Recognising humanity in artificial intelligence
“I believe that at the end of the century the use of words and general educated opinion will have altered so much that one will be able to speak of machines thinking without expecting to be contradicted.” (Alan Turing, 1950)
Over half a century ago, Alan Turing wrote this in his seminal paper published in the journal Mind in which he discusses both technical and philosophical aspects of the question “Can machines think?” Turing was probably not the first person to imagine that one day machines would be able to embody and exhibit characteristics such as intelligence that had been almost exclusively attributed to humans. Indeed, decades that followed have seen the developments in algorithms and approaches towards creating “artificial” intelligence (AI), often accompanied by futuristic scenarios in which AI behaves just like humans, sometimes confusing reality and fiction. But the realm of fiction has constantly been shrinking – talking to a machine to play music of your taste or simply showing your face to gain access to your computer is now a reality. And we tend to take it for granted. In that sense, Turing was right in his future expectation.
We may not normally associate the ability to recognise people’s faces as “intelligent” but visual perception and recognition are among the building blocks of achieving intelligence. The origin of facial recognition technology (FRT) is widely attributed to Woody Bledsoe, Helen Chan Wolf and Charles Bisson’s work in the mid-1960s, and the approaches to FRT have developed in conjunction with so-called AI technologies that involve detection and extraction of salient features, image processing, pattern matching as well as machine learning. The latest tests conducted by the National Institute of Standards and Technology (NIST) reports a 0.06% error rate for the best performing FRT system in recognising visa photos under ideal conditions, making the technology applicable in real-world situations. The high accuracy achieved by recent FRT enables its applications such as in ID verification on personal devices, access control, etc., and security and surveillance, e.g., to detect known criminals among the crowd and for law enforcement. These uses of FRT can improve usability, accessibility and potentially improve safety.
However, almost every technology has undesirable effects or uses that can cause harm, and FRT is no exception. Poor accuracy in real world settings could result in mistaken identity or ID recognition that could impede access for legitimate users or allow access to wrong users. The accuracy could vary due to the bias in the training data, and introduce unfairness. There are concerns about the storage of facial data that violates data protection. Our society may not be ready for machines that outperform humans in their ability in recognising individuals among the crowd and in “remembering” unlimited number of faces, leading to the sense of loss of privacy, freedom and autonomy. The list continues.
These are difficult issues.

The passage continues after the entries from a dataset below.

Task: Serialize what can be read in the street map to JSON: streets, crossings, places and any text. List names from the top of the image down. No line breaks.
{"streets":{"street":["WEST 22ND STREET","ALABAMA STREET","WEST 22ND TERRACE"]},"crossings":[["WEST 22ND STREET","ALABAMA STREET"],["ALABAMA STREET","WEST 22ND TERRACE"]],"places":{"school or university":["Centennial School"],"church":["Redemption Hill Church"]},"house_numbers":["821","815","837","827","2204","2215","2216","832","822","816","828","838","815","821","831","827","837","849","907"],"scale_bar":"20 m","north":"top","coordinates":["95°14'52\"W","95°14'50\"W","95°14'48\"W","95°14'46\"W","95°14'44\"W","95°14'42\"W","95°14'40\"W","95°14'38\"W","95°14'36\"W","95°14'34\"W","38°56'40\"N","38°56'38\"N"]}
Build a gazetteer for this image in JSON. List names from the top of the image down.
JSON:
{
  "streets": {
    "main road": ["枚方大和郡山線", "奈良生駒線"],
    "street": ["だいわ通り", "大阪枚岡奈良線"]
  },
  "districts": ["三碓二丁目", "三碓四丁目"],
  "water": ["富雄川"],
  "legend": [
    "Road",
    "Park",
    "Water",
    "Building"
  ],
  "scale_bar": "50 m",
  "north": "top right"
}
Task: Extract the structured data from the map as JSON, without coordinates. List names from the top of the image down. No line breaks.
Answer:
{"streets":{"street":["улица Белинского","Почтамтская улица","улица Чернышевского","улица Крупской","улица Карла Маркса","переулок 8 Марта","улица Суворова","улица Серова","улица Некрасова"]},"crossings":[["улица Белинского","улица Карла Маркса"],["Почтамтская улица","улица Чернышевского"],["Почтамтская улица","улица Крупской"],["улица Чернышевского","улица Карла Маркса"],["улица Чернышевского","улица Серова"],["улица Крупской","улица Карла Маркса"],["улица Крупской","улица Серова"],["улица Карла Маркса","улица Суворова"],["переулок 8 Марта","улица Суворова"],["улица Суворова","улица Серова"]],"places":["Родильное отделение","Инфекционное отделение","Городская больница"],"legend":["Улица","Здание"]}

Due to ethical concerns some governments have banned the use of FRT in public spaces, and some large tech firms have voluntarily suspended the provision of FRT and related image recognition applications. Some may view such self-regulation as self-evident but others are concerned about its impact on innovation. In July 2022, the UK Government proposed a pro-innovation approach to AI regulation and are soliciting views on how best to regulate AI while promoting innovation.
Just like Turing envisaged the change in our attitude towards “thinking machines” over 70 years ago, our expectations and perceptions towards FRT and other AI technologies are likely to change over time. In that process, we need to engage in open debates that scrutinise the use and implications of these advanced technologies so as to maximise its potential while preserving our societal values. The debate must continue.